◆ Try it ◆
Each record should be given again exactly, and any picture in it left out.

▼▼▼

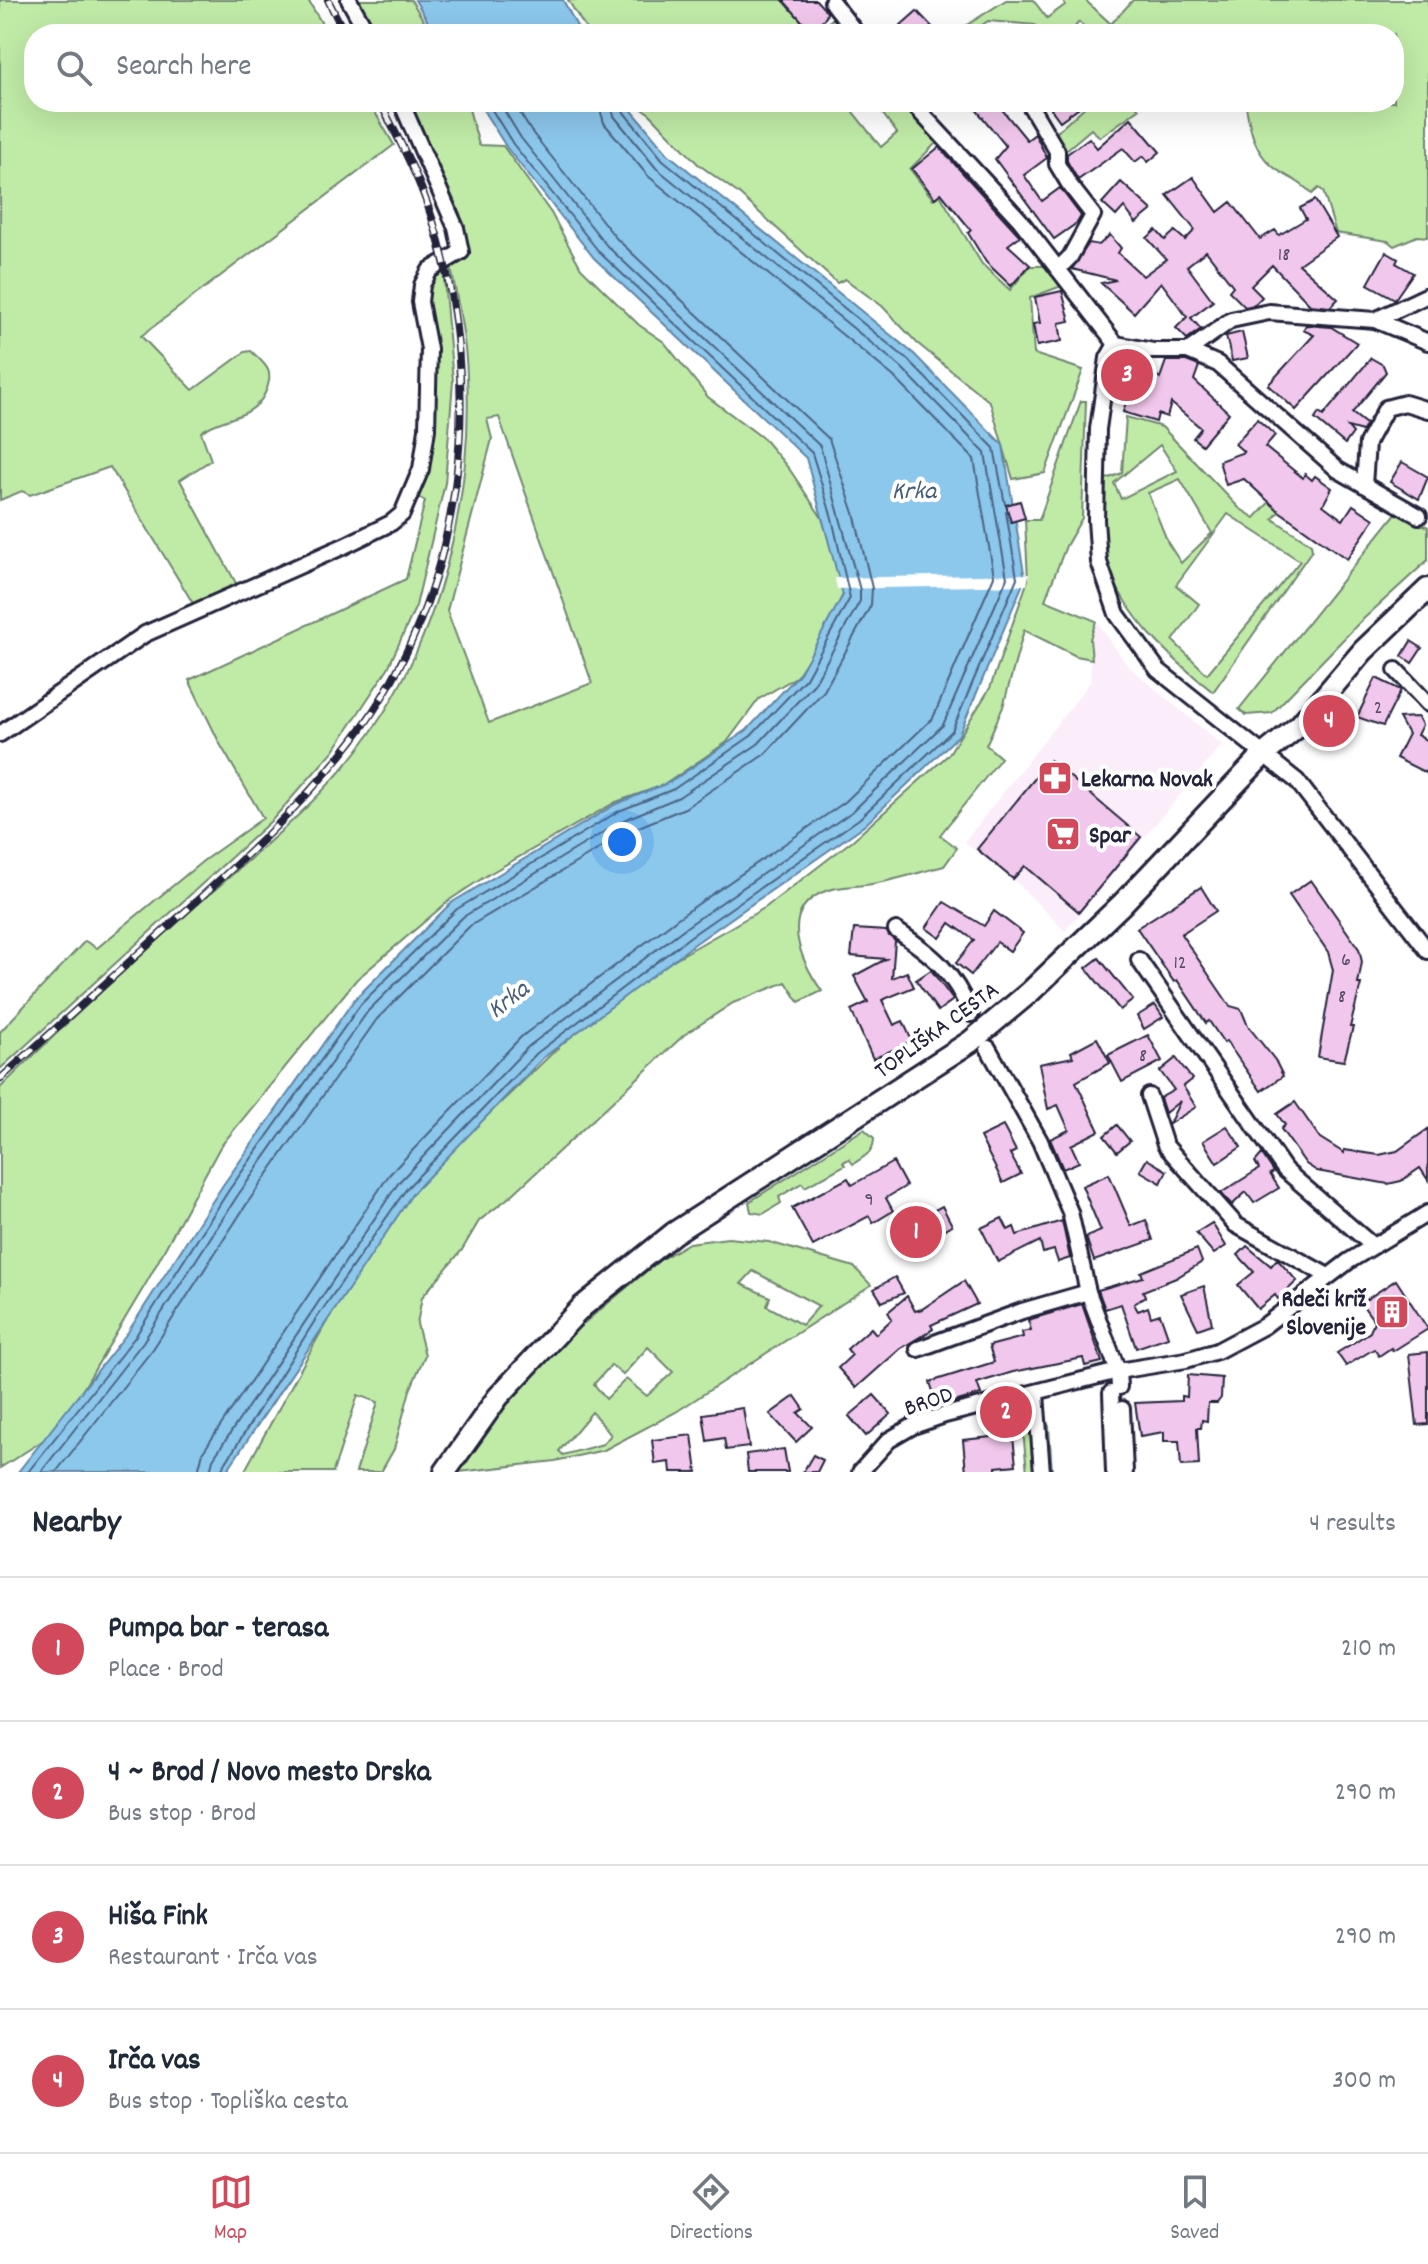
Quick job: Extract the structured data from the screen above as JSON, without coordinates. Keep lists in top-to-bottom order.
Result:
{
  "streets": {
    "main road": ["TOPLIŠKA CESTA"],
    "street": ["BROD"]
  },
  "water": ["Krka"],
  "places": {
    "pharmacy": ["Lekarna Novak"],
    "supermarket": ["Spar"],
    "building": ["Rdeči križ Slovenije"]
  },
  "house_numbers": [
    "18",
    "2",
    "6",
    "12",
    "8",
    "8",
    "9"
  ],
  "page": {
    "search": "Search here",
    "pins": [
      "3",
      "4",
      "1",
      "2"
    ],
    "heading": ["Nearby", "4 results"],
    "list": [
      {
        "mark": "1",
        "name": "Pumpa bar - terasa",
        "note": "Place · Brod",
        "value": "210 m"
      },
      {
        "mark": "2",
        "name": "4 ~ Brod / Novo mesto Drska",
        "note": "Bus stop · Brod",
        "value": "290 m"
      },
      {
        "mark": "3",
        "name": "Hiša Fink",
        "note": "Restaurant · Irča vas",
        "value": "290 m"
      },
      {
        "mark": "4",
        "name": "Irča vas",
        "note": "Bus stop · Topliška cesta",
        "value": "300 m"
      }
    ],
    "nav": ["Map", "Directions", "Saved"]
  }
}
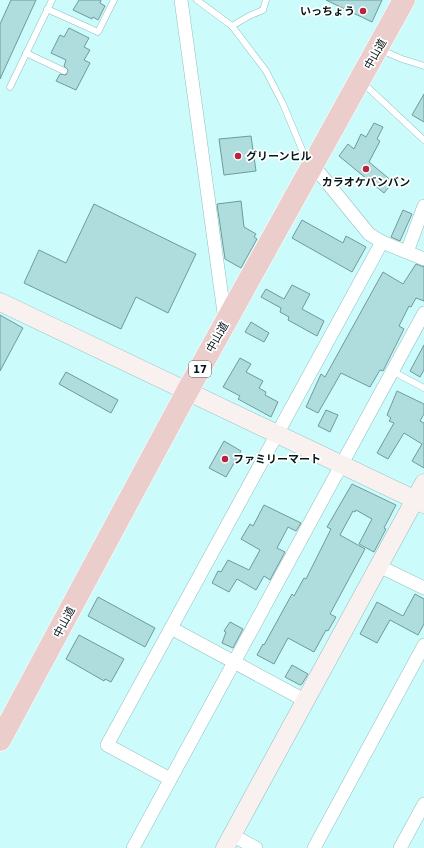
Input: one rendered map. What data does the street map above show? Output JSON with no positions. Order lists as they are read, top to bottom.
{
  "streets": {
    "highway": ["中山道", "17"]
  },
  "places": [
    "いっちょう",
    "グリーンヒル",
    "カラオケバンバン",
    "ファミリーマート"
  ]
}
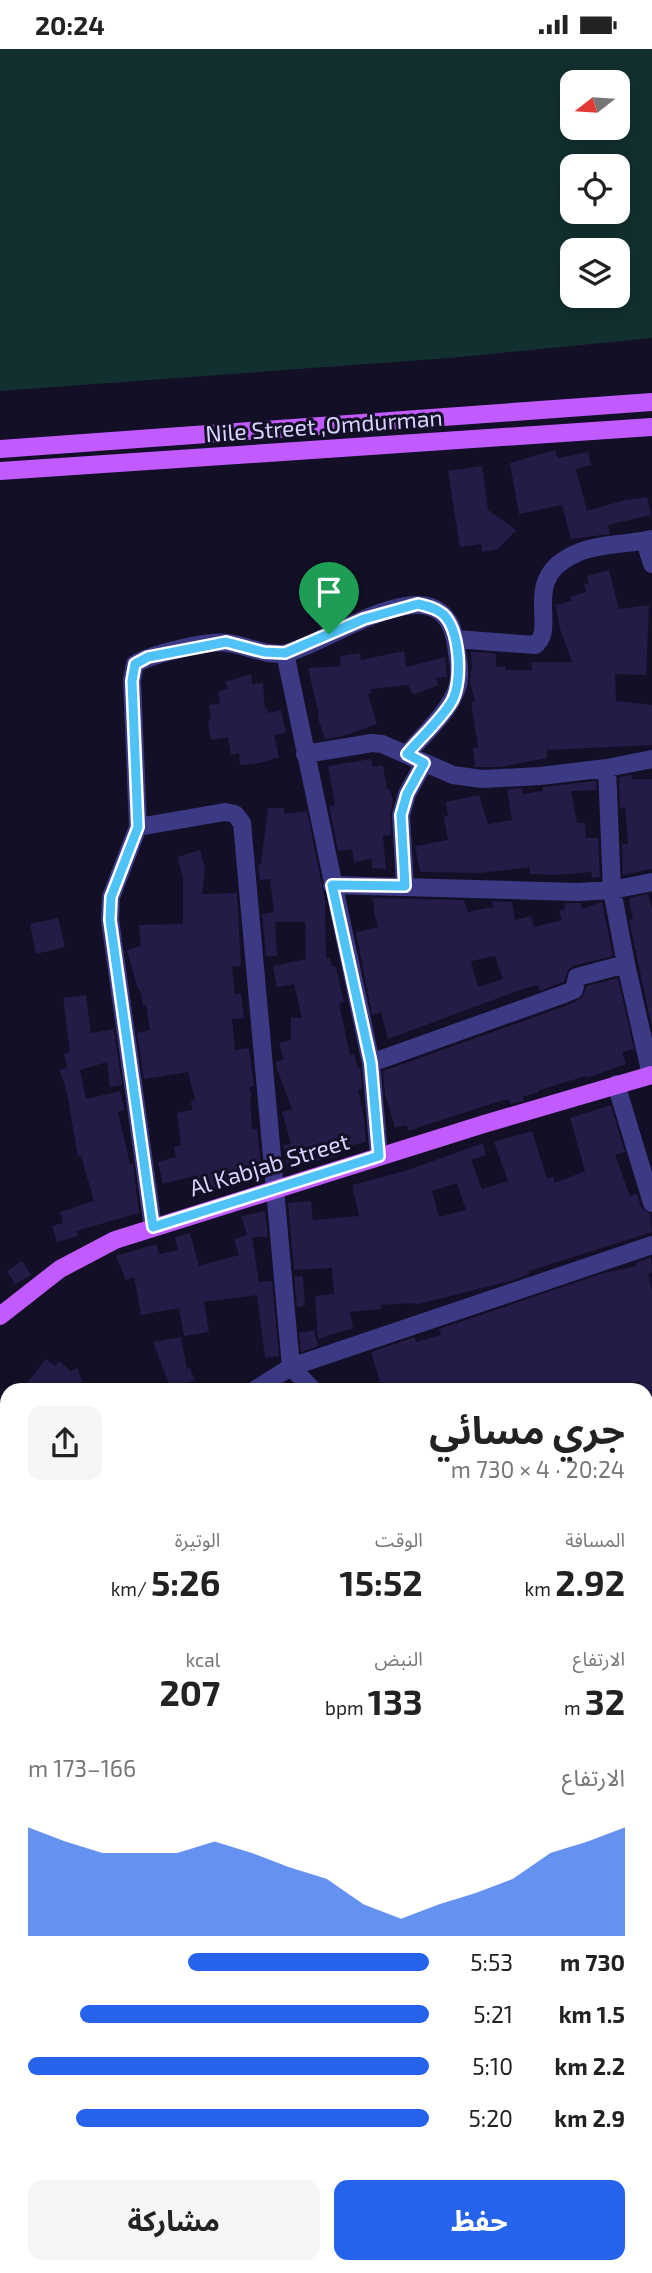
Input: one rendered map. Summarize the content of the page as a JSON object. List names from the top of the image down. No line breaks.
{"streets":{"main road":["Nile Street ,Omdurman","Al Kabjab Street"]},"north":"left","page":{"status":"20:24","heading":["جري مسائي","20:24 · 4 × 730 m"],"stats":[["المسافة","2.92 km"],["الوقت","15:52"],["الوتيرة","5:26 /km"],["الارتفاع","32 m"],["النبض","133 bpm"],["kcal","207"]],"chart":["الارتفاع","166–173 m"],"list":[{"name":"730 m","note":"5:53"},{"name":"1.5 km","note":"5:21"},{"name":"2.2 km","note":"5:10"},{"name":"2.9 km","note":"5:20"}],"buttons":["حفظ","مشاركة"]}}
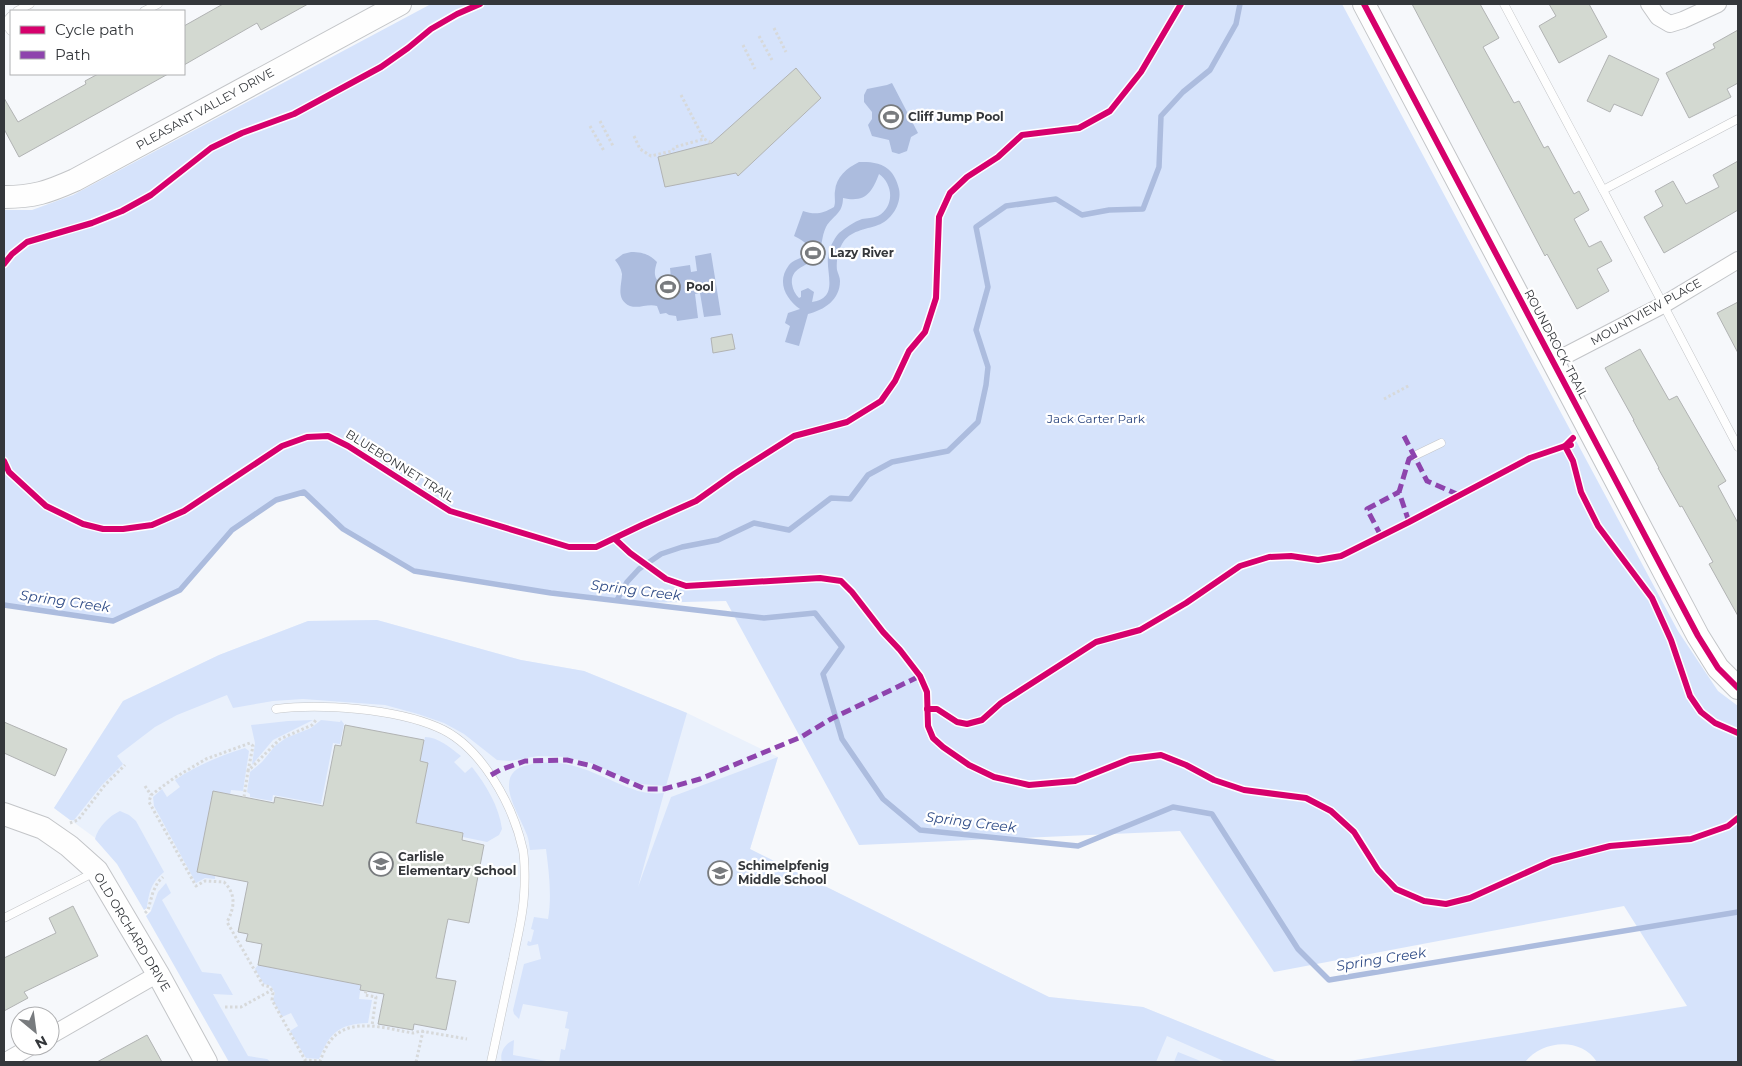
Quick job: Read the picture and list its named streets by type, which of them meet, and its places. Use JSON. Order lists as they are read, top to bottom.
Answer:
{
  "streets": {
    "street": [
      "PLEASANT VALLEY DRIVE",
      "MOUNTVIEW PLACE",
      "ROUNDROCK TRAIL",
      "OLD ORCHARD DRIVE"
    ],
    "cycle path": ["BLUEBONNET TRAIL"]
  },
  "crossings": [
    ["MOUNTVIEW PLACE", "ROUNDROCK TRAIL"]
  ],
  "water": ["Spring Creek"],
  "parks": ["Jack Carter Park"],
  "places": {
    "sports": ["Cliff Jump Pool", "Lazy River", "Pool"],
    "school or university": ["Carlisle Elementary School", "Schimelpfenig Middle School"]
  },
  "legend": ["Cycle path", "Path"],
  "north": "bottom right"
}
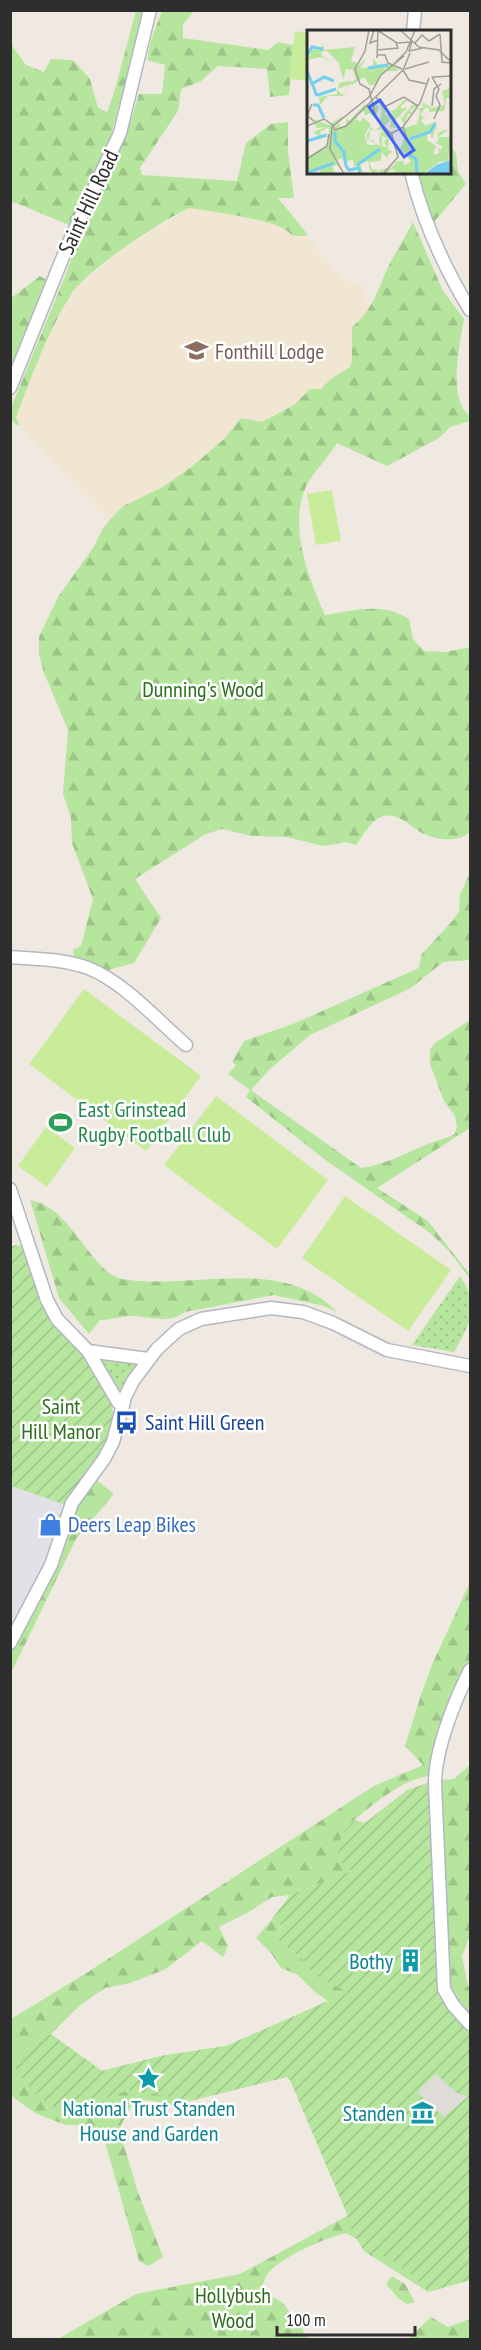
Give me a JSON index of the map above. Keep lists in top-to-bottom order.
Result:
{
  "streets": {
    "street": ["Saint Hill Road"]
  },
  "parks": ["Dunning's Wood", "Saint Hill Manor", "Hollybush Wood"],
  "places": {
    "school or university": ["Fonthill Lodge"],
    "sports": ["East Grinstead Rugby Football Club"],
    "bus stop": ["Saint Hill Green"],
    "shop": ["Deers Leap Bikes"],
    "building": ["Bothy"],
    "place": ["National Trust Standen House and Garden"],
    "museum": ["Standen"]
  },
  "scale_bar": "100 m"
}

▲▲▲

◆ Output below ◆
Quick job: Extract the structured data from the screen above as JSON, without coordinates. Keep lists in top-to-bottom order.
Result:
{
  "streets": {
    "main road": ["TOPLIŠKA CESTA"],
    "street": ["BROD"]
  },
  "water": ["Krka"],
  "places": {
    "pharmacy": ["Lekarna Novak"],
    "supermarket": ["Spar"],
    "building": ["Rdeči križ Slovenije"]
  },
  "house_numbers": [
    "18",
    "2",
    "6",
    "12",
    "8",
    "8",
    "9"
  ],
  "page": {
    "search": "Search here",
    "pins": [
      "3",
      "4",
      "1",
      "2"
    ],
    "heading": ["Nearby", "4 results"],
    "list": [
      {
        "mark": "1",
        "name": "Pumpa bar - terasa",
        "note": "Place · Brod",
        "value": "210 m"
      },
      {
        "mark": "2",
        "name": "4 ~ Brod / Novo mesto Drska",
        "note": "Bus stop · Brod",
        "value": "290 m"
      },
      {
        "mark": "3",
        "name": "Hiša Fink",
        "note": "Restaurant · Irča vas",
        "value": "290 m"
      },
      {
        "mark": "4",
        "name": "Irča vas",
        "note": "Bus stop · Topliška cesta",
        "value": "300 m"
      }
    ],
    "nav": ["Map", "Directions", "Saved"]
  }
}
Input: one rendered map. What data does the street map above show? Output JSON with no positions. Order lists as they are read, top to bottom.
{
  "streets": {
    "highway": ["中山道", "17"]
  },
  "places": [
    "いっちょう",
    "グリーンヒル",
    "カラオケバンバン",
    "ファミリーマート"
  ]
}
Input: one rendered map. Summarize the content of the page as a JSON object. List names from the top of the image down. No line breaks.
{"streets":{"main road":["Nile Street ,Omdurman","Al Kabjab Street"]},"north":"left","page":{"status":"20:24","heading":["جري مسائي","20:24 · 4 × 730 m"],"stats":[["المسافة","2.92 km"],["الوقت","15:52"],["الوتيرة","5:26 /km"],["الارتفاع","32 m"],["النبض","133 bpm"],["kcal","207"]],"chart":["الارتفاع","166–173 m"],"list":[{"name":"730 m","note":"5:53"},{"name":"1.5 km","note":"5:21"},{"name":"2.2 km","note":"5:10"},{"name":"2.9 km","note":"5:20"}],"buttons":["حفظ","مشاركة"]}}
Quick job: Read the picture and list its named streets by type, which of them meet, and its places. Use JSON. Order lists as they are read, top to bottom.
Answer:
{
  "streets": {
    "street": [
      "PLEASANT VALLEY DRIVE",
      "MOUNTVIEW PLACE",
      "ROUNDROCK TRAIL",
      "OLD ORCHARD DRIVE"
    ],
    "cycle path": ["BLUEBONNET TRAIL"]
  },
  "crossings": [
    ["MOUNTVIEW PLACE", "ROUNDROCK TRAIL"]
  ],
  "water": ["Spring Creek"],
  "parks": ["Jack Carter Park"],
  "places": {
    "sports": ["Cliff Jump Pool", "Lazy River", "Pool"],
    "school or university": ["Carlisle Elementary School", "Schimelpfenig Middle School"]
  },
  "legend": ["Cycle path", "Path"],
  "north": "bottom right"
}
Give me a JSON index of the map above. Keep lists in top-to-bottom order.
Result:
{
  "streets": {
    "street": ["Saint Hill Road"]
  },
  "parks": ["Dunning's Wood", "Saint Hill Manor", "Hollybush Wood"],
  "places": {
    "school or university": ["Fonthill Lodge"],
    "sports": ["East Grinstead Rugby Football Club"],
    "bus stop": ["Saint Hill Green"],
    "shop": ["Deers Leap Bikes"],
    "building": ["Bothy"],
    "place": ["National Trust Standen House and Garden"],
    "museum": ["Standen"]
  },
  "scale_bar": "100 m"
}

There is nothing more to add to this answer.